If you’re a viewer who’s lost a full Saturday to Hallmark’s lineup, you’re not alone. “The thing about the holiday season for us is that we hear over and over again that people flip the television on and they keep it on Hallmark and watch Christmas movies all evening long or all afternoon long,” Vicary says. “We have so many number one stories on Saturdays and Sundays with our original premieres, and then also our total day numbers.”
There is a method to the madness: “The beauty of cable is that you can strategically schedule these movies in different spots so that you’re able to reach the viewer who loves to watch one on Saturday morning and doesn’t really have the opportunity in prime time on Friday nights to watch because they’re busy doing something else. You can hit those prime time spots and then you can also repeat them for viewers who are watching at other times of the day.”

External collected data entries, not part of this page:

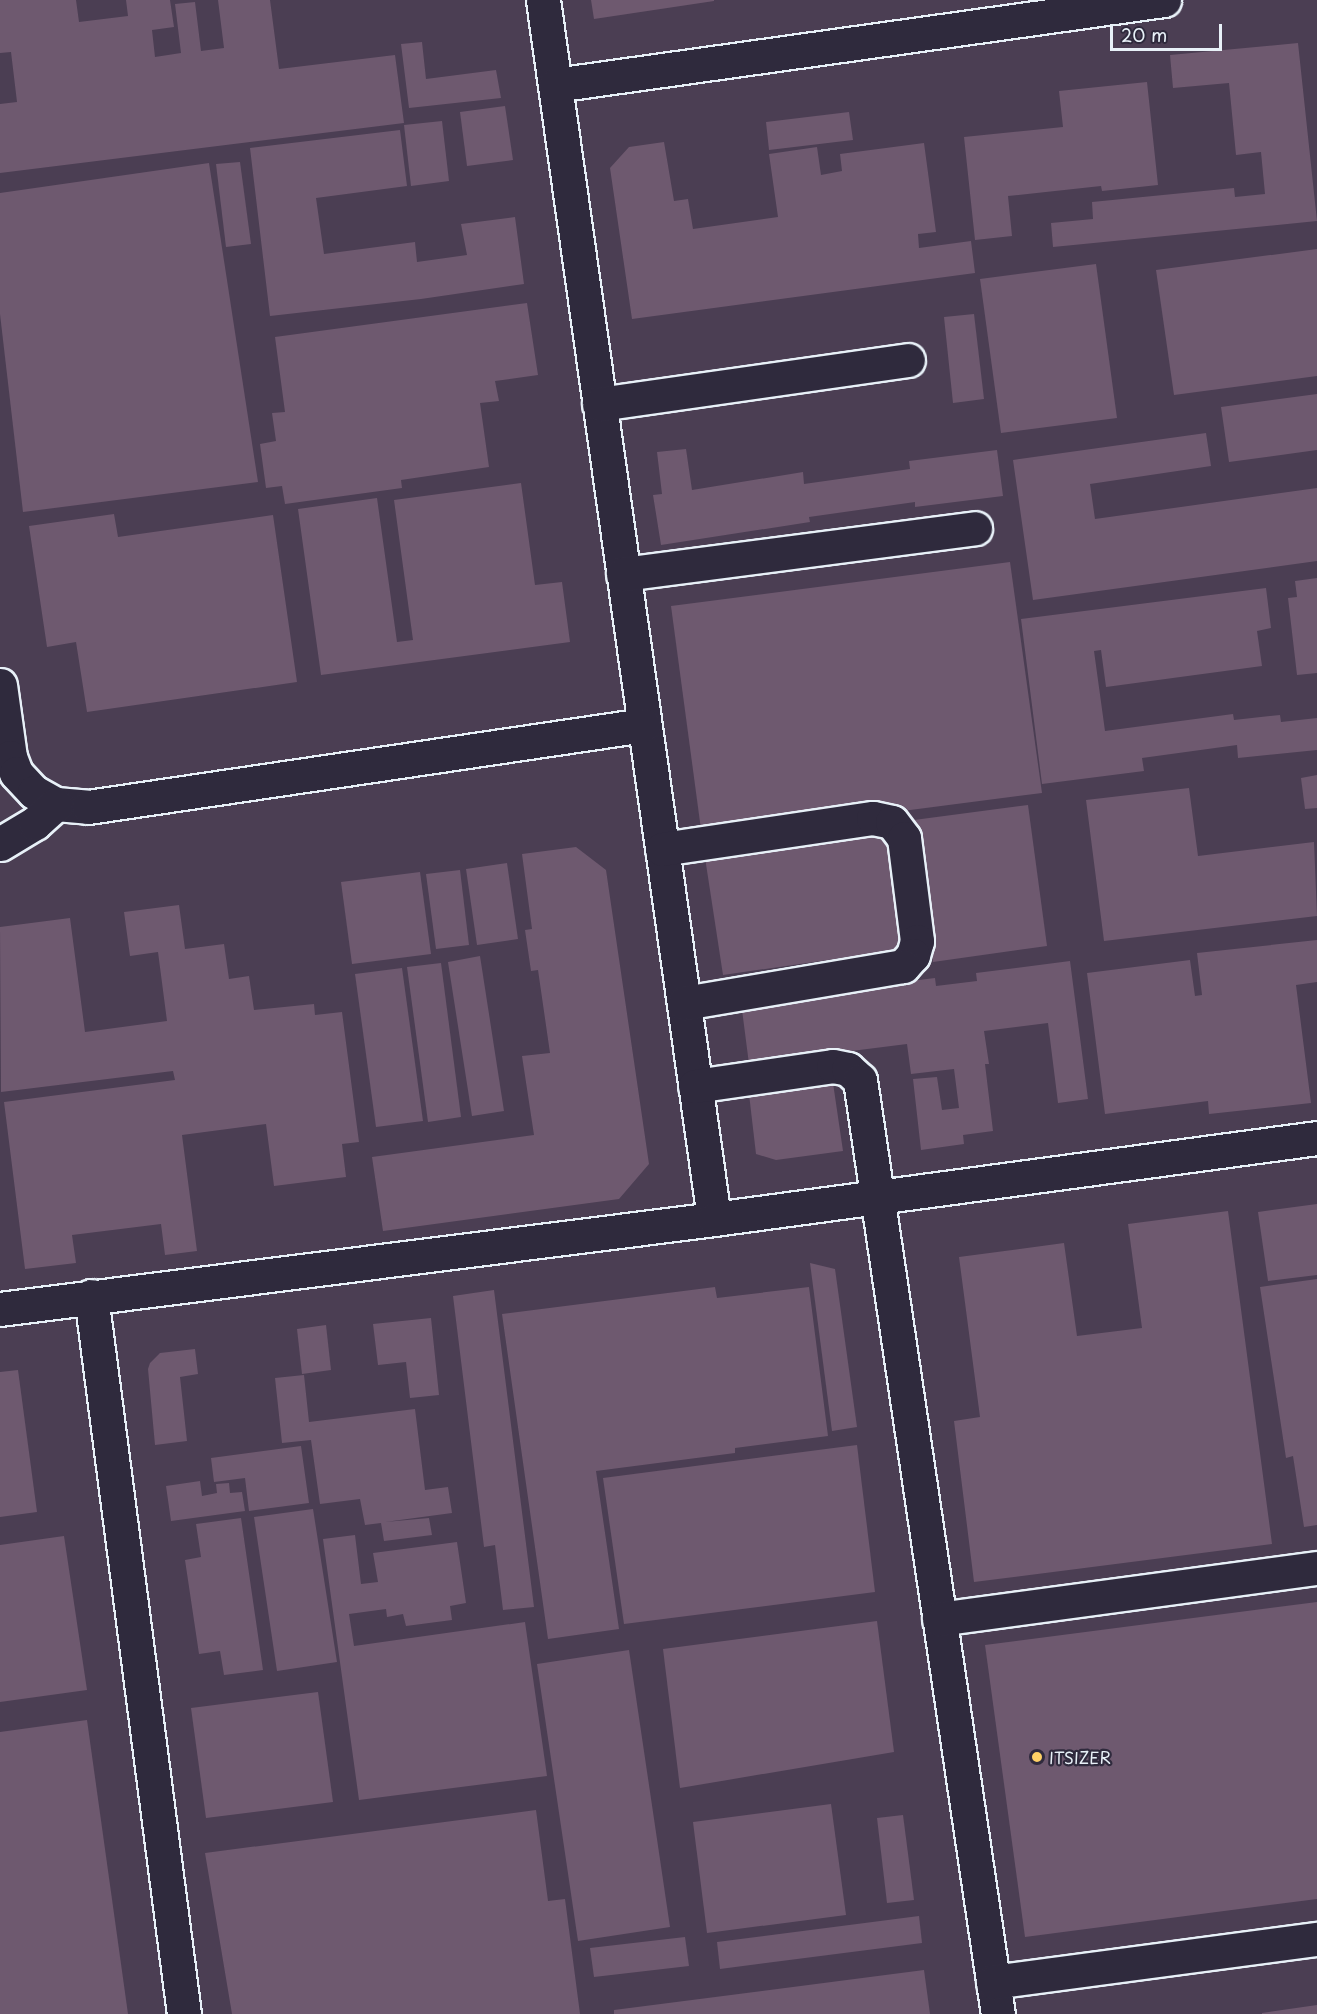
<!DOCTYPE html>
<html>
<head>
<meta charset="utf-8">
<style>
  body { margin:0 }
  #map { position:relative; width:1317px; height:2014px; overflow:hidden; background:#3c3347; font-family:"Playpen Sans",sans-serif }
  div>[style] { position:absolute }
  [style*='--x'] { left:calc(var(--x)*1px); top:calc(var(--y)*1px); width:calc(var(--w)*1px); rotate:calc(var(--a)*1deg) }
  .built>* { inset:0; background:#4b3e53 }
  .building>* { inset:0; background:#6e596f }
  .roads { filter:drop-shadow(2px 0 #e8f1f8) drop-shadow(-2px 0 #e8f1f8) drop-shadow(0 2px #e8f1f8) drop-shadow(0 -2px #e8f1f8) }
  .minor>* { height:33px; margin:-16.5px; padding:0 16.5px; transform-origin:16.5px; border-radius:16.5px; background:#2f2a3d }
  .dots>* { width:16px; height:16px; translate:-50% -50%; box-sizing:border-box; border:3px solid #2f2a3d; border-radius:50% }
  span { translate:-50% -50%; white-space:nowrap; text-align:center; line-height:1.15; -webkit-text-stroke:4.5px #2f2a3d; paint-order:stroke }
  .poi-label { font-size:16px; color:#e8f1f8 }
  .left { translate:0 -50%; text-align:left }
  .scale { position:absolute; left:1110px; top:24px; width:112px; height:27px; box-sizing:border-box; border:3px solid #e8f1f8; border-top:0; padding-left:8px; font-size:18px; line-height:21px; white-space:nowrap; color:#e8f1f8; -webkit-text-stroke:4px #2f2a3d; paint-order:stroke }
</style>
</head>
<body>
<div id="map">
  <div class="built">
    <div style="clip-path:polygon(0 0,1317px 0,1317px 2014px,0 2014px)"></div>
  </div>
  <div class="building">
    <div style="clip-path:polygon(0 0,76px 0,79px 22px,128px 16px,126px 0,170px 0,174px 27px,152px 30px,155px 57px,181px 53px,175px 4px,195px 2px,201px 51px,224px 48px,218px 0,270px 0,279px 69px,395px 55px,404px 123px,0 173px,0 104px,17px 102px,11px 52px,0 53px)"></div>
    <div style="clip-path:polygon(591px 0,714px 0,714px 1px,594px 19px)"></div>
    <div style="clip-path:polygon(422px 42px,426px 79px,496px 70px,501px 98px,409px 108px,401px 44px)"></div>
    <div style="clip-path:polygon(1298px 43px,1317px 221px,1053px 247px,1051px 223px,1093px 219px,1092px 202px,1234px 188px,1235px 197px,1265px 194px,1261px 152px,1236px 155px,1229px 83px,1173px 88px,1170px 55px)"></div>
    <div style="clip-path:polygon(1147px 82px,1158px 185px,1102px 191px,1101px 186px,1008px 196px,1012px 236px,975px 240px,964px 137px,1063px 127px,1059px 91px)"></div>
    <div style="clip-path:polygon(505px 106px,513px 160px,467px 166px,460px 112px)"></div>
    <div style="clip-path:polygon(849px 112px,853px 140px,769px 150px,766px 122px)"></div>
    <div style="clip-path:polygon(442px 121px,449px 181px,411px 186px,404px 125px)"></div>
    <div style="clip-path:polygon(400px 130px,407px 186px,316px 198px,324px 254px,415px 242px,417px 262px,467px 255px,461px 224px,515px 217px,524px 284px,421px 299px,270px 316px,250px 148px)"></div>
    <div style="clip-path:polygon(664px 142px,674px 201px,688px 199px,693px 229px,778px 217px,769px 154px,817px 147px,821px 175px,842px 171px,840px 154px,924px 143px,936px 232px,918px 234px,919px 248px,971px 241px,975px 273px,632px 319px,610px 168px,629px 147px)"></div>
    <div style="clip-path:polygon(240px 162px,251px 244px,226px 247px,216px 164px)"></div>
    <div style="clip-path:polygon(209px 163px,258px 482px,23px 512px,0 314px,0 193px)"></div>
    <div style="clip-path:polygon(1317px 249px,1317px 376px,1174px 395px,1156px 270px)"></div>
    <div style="clip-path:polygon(1096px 264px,1117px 418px,1001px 433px,980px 279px)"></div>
    <div style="clip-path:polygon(527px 303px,538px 375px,495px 381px,499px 401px,480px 403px,489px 467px,401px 480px,402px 488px,285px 504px,282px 486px,266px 488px,260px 444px,276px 441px,272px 413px,285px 412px,275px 337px)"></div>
    <div style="clip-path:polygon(974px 314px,984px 399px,953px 403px,944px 317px)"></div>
    <div style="clip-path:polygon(1317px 394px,1317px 450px,1229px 462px,1221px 407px)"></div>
    <div style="clip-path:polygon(1206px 433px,1211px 466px,1090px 484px,1095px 519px,1317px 488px,1317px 561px,1033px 600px,1013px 460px)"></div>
    <div style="clip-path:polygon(686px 449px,692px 490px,803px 472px,804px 484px,910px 469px,909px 461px,997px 450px,1003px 496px,915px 507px,915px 502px,809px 517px,810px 522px,661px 545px,653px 495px,662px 494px,657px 452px)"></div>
    <div style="clip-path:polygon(521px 483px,535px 585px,562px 582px,570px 642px,321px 675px,298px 509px,377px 498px,397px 642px,413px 640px,394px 500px)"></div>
    <div style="clip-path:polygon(114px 514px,118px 537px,273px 515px,297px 682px,87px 712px,76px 642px,47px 647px,29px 526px)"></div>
    <div style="clip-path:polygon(1010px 562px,1042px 793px,702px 837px,671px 606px)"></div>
    <div style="clip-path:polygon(1317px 578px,1317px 673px,1297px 675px,1288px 598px,1297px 597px,1295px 581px)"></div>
    <div style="clip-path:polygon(1266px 588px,1271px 628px,1257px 631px,1262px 666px,1106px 687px,1101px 650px,1094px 651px,1105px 731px,1233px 714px,1234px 720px,1280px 715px,1281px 722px,1317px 718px,1317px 750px,1238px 758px,1237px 745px,1142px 758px,1144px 771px,1042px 784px,1021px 619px)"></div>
    <div style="clip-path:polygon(1317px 775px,1317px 808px,1305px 809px,1301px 778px)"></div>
    <div style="clip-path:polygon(1189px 788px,1198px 856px,1314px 842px,1317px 916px,1104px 941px,1086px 800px)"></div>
    <div style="clip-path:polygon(1028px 805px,1047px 946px,933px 962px,914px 820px)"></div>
    <div style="clip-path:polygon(886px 824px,904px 949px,723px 975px,704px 851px)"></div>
    <div style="clip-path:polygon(576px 847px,606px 870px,649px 1164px,619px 1199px,383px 1231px,372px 1157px,534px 1135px,522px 1056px,550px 1053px,538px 970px,531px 971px,525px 930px,532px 929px,522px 854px)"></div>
    <div style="clip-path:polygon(507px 863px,518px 939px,477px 945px,466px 869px)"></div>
    <div style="clip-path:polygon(460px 870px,469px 945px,436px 949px,426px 874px)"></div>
    <div style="clip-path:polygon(420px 872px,431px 954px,352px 964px,341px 882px)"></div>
    <div style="clip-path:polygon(179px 905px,185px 949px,224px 944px,229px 979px,249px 976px,254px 1010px,314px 1004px,315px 1015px,342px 1012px,359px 1142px,342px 1144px,346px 1177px,274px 1186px,266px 1124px,182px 1135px,197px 1251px,165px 1255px,161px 1224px,72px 1235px,76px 1263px,25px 1269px,4px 1102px,175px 1080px,173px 1071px,1px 1092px,0 927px,70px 918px,85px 1032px,167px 1021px,158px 952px,130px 956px,124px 912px)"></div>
    <div style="clip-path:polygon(1317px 940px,1317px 982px,1296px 985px,1311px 1103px,1209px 1114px,1208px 1101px,1105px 1114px,1087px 973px,1190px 960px,1195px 996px,1202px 995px,1197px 953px)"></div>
    <div style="clip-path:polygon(480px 956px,504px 1111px,472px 1116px,448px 962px)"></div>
    <div style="clip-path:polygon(1070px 961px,1088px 1099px,1058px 1103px,1048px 1023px,984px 1031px,989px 1064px,985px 1064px,993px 1131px,963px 1135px,964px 1144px,921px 1150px,913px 1079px,937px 1077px,942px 1110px,959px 1108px,954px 1069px,911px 1074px,907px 1044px,749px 1064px,741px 1002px,935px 978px,936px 986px,977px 981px,976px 973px)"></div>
    <div style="clip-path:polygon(441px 963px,461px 1117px,428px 1122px,407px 967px)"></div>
    <div style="clip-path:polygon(402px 968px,423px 1121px,376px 1127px,355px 974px)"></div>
    <div style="clip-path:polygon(833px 1083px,843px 1151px,776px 1160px,756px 1154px,749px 1094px)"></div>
    <div style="clip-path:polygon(1317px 1204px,1317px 1275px,1268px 1281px,1258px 1212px)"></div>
    <div style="clip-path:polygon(1228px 1211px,1272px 1544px,974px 1582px,954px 1421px,980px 1417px,959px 1257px,1064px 1243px,1077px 1336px,1142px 1328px,1128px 1224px)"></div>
    <div style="clip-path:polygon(810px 1263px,835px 1269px,857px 1427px,832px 1431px)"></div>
    <div style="clip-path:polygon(1317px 1279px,1317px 1525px,1304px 1527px,1293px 1456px,1286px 1458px,1260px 1287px)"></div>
    <div style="clip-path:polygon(715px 1287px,717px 1298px,809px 1287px,828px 1436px,735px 1448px,735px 1453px,596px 1471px,619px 1629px,548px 1639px,502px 1314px)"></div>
    <div style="clip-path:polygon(494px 1290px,534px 1607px,503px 1610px,495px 1545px,484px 1547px,453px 1296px)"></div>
    <div style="clip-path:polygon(431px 1318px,439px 1395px,410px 1398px,406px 1362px,378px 1365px,373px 1324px)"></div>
    <div style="clip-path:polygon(326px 1325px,331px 1370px,302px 1374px,297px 1329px)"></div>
    <div style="clip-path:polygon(195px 1349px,198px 1374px,180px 1377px,187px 1441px,155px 1445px,148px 1369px,150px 1363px,160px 1353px)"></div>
    <div style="clip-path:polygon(18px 1370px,37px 1512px,0 1517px,0 1372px)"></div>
    <div style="clip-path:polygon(304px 1375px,309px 1422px,415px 1409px,425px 1490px,448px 1487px,452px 1513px,385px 1522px,429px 1518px,432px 1535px,384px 1541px,381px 1523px,365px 1525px,360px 1499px,320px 1504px,311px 1440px,282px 1443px,275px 1378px)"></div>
    <div style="clip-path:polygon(857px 1445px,875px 1592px,624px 1624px,603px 1478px)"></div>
    <div style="clip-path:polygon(301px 1446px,309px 1503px,249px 1511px,245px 1478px,214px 1482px,211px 1458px)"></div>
    <div style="clip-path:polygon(200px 1481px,202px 1496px,217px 1493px,216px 1484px,229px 1483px,230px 1493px,242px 1492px,245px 1511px,171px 1521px,166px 1486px)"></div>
    <div style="clip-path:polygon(313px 1509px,337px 1662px,277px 1671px,254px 1517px)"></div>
    <div style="clip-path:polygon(241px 1518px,263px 1670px,224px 1675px,220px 1651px,199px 1654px,185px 1560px,201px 1557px,196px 1524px)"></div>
    <div style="clip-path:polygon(355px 1535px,361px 1584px,378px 1582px,373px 1553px,457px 1542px,466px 1603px,450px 1606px,452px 1620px,406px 1626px,403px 1614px,387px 1617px,386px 1609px,349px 1614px,354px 1646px,525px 1622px,547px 1776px,359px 1800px,323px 1539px)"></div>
    <div style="clip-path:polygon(64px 1536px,87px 1690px,0 1702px,0 1545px)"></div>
    <div style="clip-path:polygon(1317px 1602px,1317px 1899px,1025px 1937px,985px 1645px)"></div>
    <div style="clip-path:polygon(877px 1621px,894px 1752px,680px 1788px,663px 1649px)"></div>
    <div style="clip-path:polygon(629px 1650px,670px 1927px,578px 1941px,537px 1664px)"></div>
    <div style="clip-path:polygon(318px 1692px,333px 1802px,206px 1818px,191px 1708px)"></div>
    <div style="clip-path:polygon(87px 1720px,128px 2014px,0 2014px,0 1732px)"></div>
    <div style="clip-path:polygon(831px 1804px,846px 1915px,707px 1933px,693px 1822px)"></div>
    <div style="clip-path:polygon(536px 1810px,548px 1901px,565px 1899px,580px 2014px,232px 2014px,205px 1853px)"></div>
    <div style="clip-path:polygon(903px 1815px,914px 1900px,887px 1903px,877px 1818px)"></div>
    <div style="clip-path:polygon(919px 1916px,922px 1943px,720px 1969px,717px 1942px)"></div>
    <div style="clip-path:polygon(685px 1937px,689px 1966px,594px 1977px,590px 1948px)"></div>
    <div style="clip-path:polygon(924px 1970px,930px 2014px,614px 2014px,614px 2010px)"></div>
    <div style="clip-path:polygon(1317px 2005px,1317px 2014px,1262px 2014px,1262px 2013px)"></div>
  </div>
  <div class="roads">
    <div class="minor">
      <div style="--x:543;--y:0;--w:1231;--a:82.01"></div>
      <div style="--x:555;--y:85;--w:615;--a:-7.95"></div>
      <div style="--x:599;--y:404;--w:312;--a:-8.1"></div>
      <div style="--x:623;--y:574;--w:355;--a:-7.4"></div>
      <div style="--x:0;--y:685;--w:73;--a:82.1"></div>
      <div style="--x:10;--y:757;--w:17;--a:69"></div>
      <div style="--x:16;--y:773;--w:26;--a:47"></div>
      <div style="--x:34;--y:792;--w:25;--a:29"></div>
      <div style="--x:56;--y:804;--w:32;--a:5"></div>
      <div style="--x:88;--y:807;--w:562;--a:-8.39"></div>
      <div style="--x:0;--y:844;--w:41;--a:-31"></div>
      <div style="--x:35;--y:823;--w:28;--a:-42"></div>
      <div style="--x:662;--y:849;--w:213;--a:-8.4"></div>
      <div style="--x:873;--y:818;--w:19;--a:12"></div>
      <div style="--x:892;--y:822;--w:20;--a:53"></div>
      <div style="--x:904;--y:838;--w:104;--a:82.8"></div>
      <div style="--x:917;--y:941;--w:15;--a:106"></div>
      <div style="--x:913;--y:955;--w:15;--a:132"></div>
      <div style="--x:903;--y:966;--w:222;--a:170.4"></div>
      <div style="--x:695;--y:1086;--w:139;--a:-8.2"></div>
      <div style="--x:833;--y:1066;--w:15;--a:11"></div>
      <div style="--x:848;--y:1069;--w:16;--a:43"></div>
      <div style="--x:860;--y:1080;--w:944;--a:81.6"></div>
      <div style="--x:91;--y:1296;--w:724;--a:82.62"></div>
      <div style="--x:0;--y:1309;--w:720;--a:-7.18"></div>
      <div style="--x:714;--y:1219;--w:608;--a:-7.65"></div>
      <div style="--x:939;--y:1619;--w:381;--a:-7.7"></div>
      <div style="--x:993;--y:1982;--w:327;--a:-7.6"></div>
    </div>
  </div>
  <div class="dots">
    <div style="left:1037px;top:1757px;background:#ffd166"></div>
  </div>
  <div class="poi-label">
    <span class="left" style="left:1049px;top:1757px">ITSIZER</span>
  </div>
  <div class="scale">20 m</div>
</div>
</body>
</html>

Repeats are also strategic in another way: “Our fans tell us which ones they want to watch over and over again, and they do it with the ratings,” she says. “I mean, there’s one, ’s The Christmas Card, and we run that in really key positions throughout our schedule because it is one of our top-rated movies consistently year after year. You see which ones become fan favorites through the ratings, and then also through social media. On Christmas, we give a gift of the fan favorites based on what people love to see again and also what they’ve loved over this new season. So that’s actually a pretty easy part of our job.”